Prebilovci massacre
| Prebilovci massacres | |
|---|---|
Location of Prebilovci on a map of Occupied Yugoslavia | |
| Location | Villages of Prebilovci, Šurmanci, Golubinka pit |
| Coordinates | 43°05′39″N 17°45′13″E / 43.09417°N 17.75361°E |
| Date | August 1941 |
| Target | Civilian Serbs, including women and children |
Attack type | War crime, civilian massacre |
| Deaths | ~5,000 |
| Perpetrator | Croatian Ustaše |
| Motive | Religious-ethnic cleansing |
The Prebilovci massacre (Serbian: Масакр у Пребиловцима) was an atrocity and war crime perpetrated by the Croatian Ustaše in the Independent State of Croatia during the World War II genocide of Serbs.

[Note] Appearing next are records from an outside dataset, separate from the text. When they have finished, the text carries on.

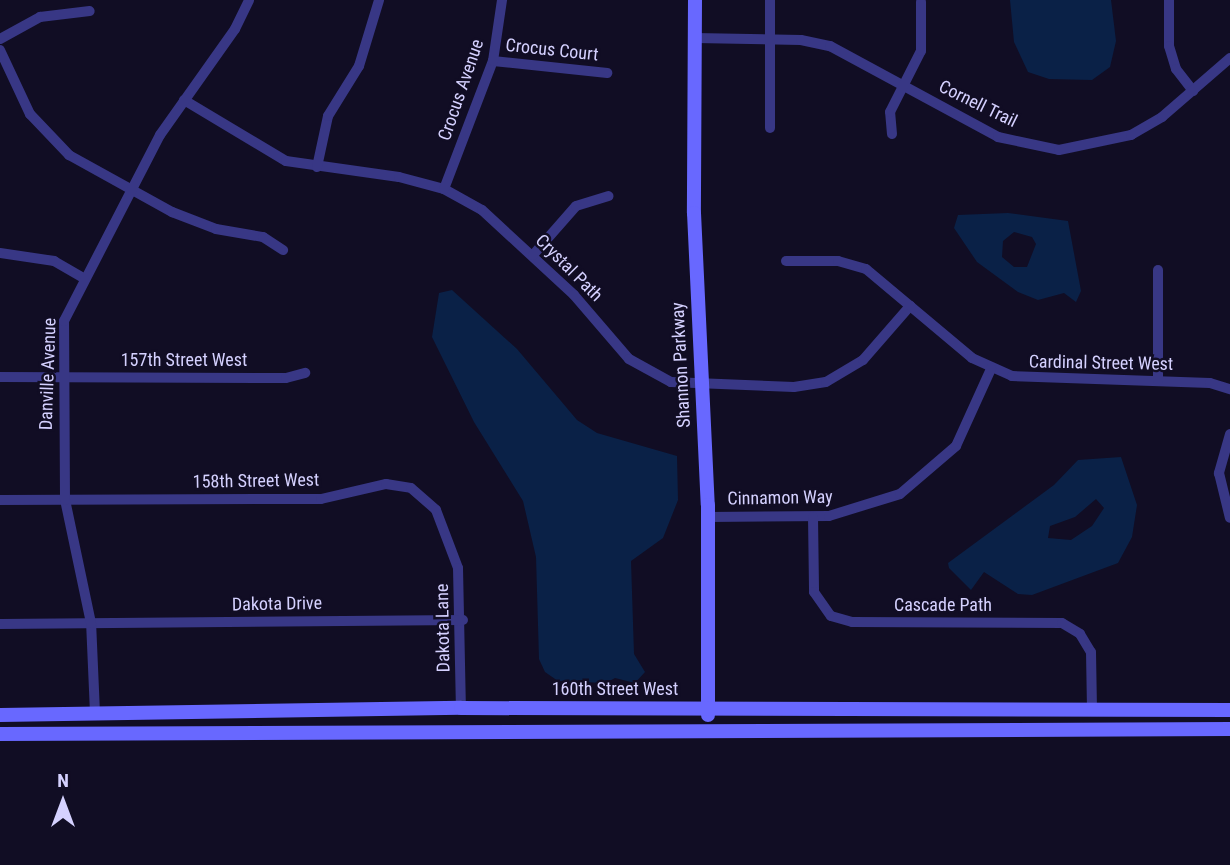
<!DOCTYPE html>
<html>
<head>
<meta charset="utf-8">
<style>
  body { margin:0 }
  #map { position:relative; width:1230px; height:865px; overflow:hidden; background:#110d24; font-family:"Roboto Condensed",sans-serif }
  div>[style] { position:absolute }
  .water>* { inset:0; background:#0a2147 }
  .street>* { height:10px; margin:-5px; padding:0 5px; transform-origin:5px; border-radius:5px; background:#383785 }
  .secondary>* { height:14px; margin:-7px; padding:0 7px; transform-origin:7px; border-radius:7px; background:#6868ff }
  span { translate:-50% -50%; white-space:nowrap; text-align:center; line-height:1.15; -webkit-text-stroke:5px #110d24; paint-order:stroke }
  .street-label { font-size:18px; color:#d5d1ff }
  .north { position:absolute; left:28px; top:767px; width:70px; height:70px; -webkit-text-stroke:5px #110d24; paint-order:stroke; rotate:0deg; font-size:19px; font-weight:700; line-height:28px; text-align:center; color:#d5d1ff }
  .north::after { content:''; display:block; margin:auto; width:24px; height:32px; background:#d5d1ff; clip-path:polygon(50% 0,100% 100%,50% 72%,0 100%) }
</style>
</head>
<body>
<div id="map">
  <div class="water">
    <div style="clip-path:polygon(1010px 0,1111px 0,1116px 41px,1110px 67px,1092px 80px,1049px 79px,1028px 72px,1014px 42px)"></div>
    <div style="clip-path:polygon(evenodd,1008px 213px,1068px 221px,1081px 291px,1076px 302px,1064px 293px,1038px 300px,1018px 292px,977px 262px,954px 228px,958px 215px,1008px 213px,1014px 232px,1032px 237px,1036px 244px,1027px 267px,1014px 267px,1002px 257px,1003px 241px,1014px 232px)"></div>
    <div style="clip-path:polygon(452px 290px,517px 349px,577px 420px,597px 433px,677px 456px,678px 500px,663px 538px,631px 561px,634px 654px,645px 672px,635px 683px,615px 678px,606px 683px,558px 681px,545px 672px,539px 659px,536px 557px,523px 501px,474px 422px,432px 337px,439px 293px)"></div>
    <div style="clip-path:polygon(evenodd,1121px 457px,1137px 505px,1132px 537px,1118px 563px,1032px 595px,1018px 594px,984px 572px,971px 590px,949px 568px,948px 563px,1054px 485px,1078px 460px,1121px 457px,1096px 499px,1104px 508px,1092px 526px,1071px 540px,1048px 538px,1050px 526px,1075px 517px,1096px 499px)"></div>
  </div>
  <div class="street">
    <div style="left:1169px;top:0;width:46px;rotate:90deg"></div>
    <div style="left:1169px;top:46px;width:24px;rotate:73deg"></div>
    <div style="left:1176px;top:69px;width:28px;rotate:52deg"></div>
    <div style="left:695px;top:38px;width:106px;rotate:1.1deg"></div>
    <div style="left:801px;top:40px;width:30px;rotate:12deg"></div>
    <div style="left:830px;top:46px;width:191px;rotate:28.4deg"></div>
    <div style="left:998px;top:137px;width:62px;rotate:12deg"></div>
    <div style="left:1059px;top:150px;width:74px;rotate:-11.8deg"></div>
    <div style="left:1131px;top:135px;width:36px;rotate:-30deg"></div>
    <div style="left:1162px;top:117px;width:90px;rotate:-40.9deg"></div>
    <div style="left:0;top:39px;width:46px;rotate:-28.8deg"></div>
    <div style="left:40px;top:17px;width:50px;rotate:-6.8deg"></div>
    <div style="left:0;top:50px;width:71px;rotate:64.9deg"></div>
    <div style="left:30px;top:114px;width:57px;rotate:46.4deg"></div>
    <div style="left:69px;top:155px;width:118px;rotate:29deg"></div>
    <div style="left:172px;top:212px;width:47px;rotate:21.1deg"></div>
    <div style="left:216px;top:229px;width:48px;rotate:9.7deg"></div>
    <div style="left:263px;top:237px;width:24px;rotate:33deg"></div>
    <div style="left:493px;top:61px;width:115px;rotate:6deg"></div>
    <div style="left:184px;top:100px;width:119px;rotate:30.9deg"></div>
    <div style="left:286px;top:161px;width:114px;rotate:8.1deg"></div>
    <div style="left:399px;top:177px;width:47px;rotate:14.9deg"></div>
    <div style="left:444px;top:189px;width:43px;rotate:28.9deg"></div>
    <div style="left:482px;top:210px;width:125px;rotate:42.7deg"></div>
    <div style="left:574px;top:295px;width:84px;rotate:49.3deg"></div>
    <div style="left:629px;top:359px;width:48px;rotate:28.7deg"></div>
    <div style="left:671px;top:382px;width:123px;rotate:2.3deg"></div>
    <div style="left:794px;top:387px;width:32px;rotate:-9deg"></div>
    <div style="left:826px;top:382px;width:43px;rotate:-30.7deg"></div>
    <div style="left:863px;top:360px;width:72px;rotate:-49deg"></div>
    <div style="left:770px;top:128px;width:128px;rotate:-90deg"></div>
    <div style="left:892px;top:134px;width:22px;rotate:-95deg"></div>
    <div style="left:890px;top:112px;width:68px;rotate:-63.1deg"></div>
    <div style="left:921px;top:51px;width:49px;rotate:-90deg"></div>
    <div style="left:317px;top:167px;width:52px;rotate:-77.8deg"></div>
    <div style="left:328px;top:116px;width:59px;rotate:-58.2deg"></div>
    <div style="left:359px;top:66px;width:69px;rotate:-73.1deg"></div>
    <div style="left:444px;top:189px;width:137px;rotate:-69.1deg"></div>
    <div style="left:493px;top:61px;width:62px;rotate:-81.6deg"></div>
    <div style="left:0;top:253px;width:55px;rotate:8.4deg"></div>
    <div style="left:54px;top:261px;width:32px;rotate:30deg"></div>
    <div style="left:533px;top:255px;width:65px;rotate:-48.7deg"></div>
    <div style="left:576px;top:206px;width:34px;rotate:-17deg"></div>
    <div style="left:786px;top:261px;width:52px"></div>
    <div style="left:838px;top:261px;width:29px;rotate:16deg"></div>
    <div style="left:866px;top:269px;width:138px;rotate:40deg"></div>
    <div style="left:972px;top:358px;width:44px;rotate:24.2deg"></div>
    <div style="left:1012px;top:376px;width:198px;rotate:2deg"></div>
    <div style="left:1210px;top:383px;width:21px;rotate:17deg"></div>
    <div style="left:0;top:377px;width:286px;rotate:0.2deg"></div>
    <div style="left:286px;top:378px;width:20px;rotate:-15deg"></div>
    <div style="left:1158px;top:381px;width:111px;rotate:-90deg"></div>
    <div style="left:1230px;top:434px;width:41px;rotate:105.8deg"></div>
    <div style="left:1219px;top:473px;width:46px;rotate:76.3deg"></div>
    <div style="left:0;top:500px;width:321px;rotate:-0.2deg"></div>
    <div style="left:321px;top:499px;width:67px;rotate:-13deg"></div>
    <div style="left:386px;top:484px;width:25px;rotate:9deg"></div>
    <div style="left:411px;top:488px;width:33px;rotate:41deg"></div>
    <div style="left:436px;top:510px;width:62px;rotate:69.2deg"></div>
    <div style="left:458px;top:568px;width:140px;rotate:88.8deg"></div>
    <div style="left:708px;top:517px;width:121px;rotate:-0.5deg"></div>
    <div style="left:829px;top:516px;width:74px;rotate:-17.2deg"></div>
    <div style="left:900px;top:494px;width:74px;rotate:-40.6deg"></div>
    <div style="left:956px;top:446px;width:85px;rotate:-65.6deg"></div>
    <div style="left:813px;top:517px;width:75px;rotate:89.2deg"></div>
    <div style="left:814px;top:592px;width:29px;rotate:55deg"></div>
    <div style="left:831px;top:616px;width:22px;rotate:16deg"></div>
    <div style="left:852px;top:622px;width:210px;rotate:0.3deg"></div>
    <div style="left:1062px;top:623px;width:21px;rotate:31deg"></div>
    <div style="left:1080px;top:634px;width:21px;rotate:59deg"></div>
    <div style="left:1091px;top:652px;width:56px;rotate:89deg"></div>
    <div style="left:0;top:624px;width:463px;rotate:-0.5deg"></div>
    <div style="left:95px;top:713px;width:90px;rotate:-92.5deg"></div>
    <div style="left:91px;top:623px;width:126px;rotate:-101.9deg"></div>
    <div style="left:65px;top:500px;width:179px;rotate:-90.3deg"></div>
    <div style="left:64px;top:321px;width:209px;rotate:-62.7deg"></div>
    <div style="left:160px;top:135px;width:130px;rotate:-54.7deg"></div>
    <div style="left:235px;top:29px;width:32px;rotate:-64deg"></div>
  </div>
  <div class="secondary">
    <div style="left:695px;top:0;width:213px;rotate:90.3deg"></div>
    <div style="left:694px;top:213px;width:292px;rotate:87.3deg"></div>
    <div style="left:708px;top:505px;width:210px;rotate:90deg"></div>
    <div style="left:0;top:715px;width:461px;rotate:-0.9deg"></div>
    <div style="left:461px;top:708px;width:769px;rotate:0.15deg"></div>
    <div style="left:0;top:734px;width:1230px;rotate:-0.23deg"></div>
  </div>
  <div class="street-label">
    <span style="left:552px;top:50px;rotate:6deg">Crocus Court</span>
    <span style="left:461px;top:90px;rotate:-71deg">Crocus Avenue</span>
    <span style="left:978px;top:104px;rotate:26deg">Cornell Trail</span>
    <span style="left:569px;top:268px;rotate:45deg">Crystal Path</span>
    <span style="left:184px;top:360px">157th Street West</span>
    <span style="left:1101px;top:363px;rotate:1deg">Cardinal Street West</span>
    <span style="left:681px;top:365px;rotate:-93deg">Shannon Parkway</span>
    <span style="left:48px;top:374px;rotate:-88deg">Danville Avenue</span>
    <span style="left:256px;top:481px;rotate:-1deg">158th Street West</span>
    <span style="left:780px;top:498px;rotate:-1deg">Cinnamon Way</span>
    <span style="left:277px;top:604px;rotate:-1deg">Dakota Drive</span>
    <span style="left:943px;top:605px">Cascade Path</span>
    <span style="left:443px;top:628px;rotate:-91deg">Dakota Lane</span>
    <span style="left:615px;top:689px">160th Street West</span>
  </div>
  <div class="north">N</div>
</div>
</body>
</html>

On 6 August 1941, the Ustaše killed around 600 women and children from the village of Prebilovci, Herzegovina, by throwing them into the Golubinka pit, near Šurmanci.
During the summer of 1941, the Ustaša continued with mass murders of Serbs – of 1,000 inhabitants of Prebilovci, 820 of them were killed, while in the neighbouring places of the lower basin of the Neretva river, including Šurmanci, around 4,000 Serbs were killed. The Golubinka pit was covered with concrete in 1961.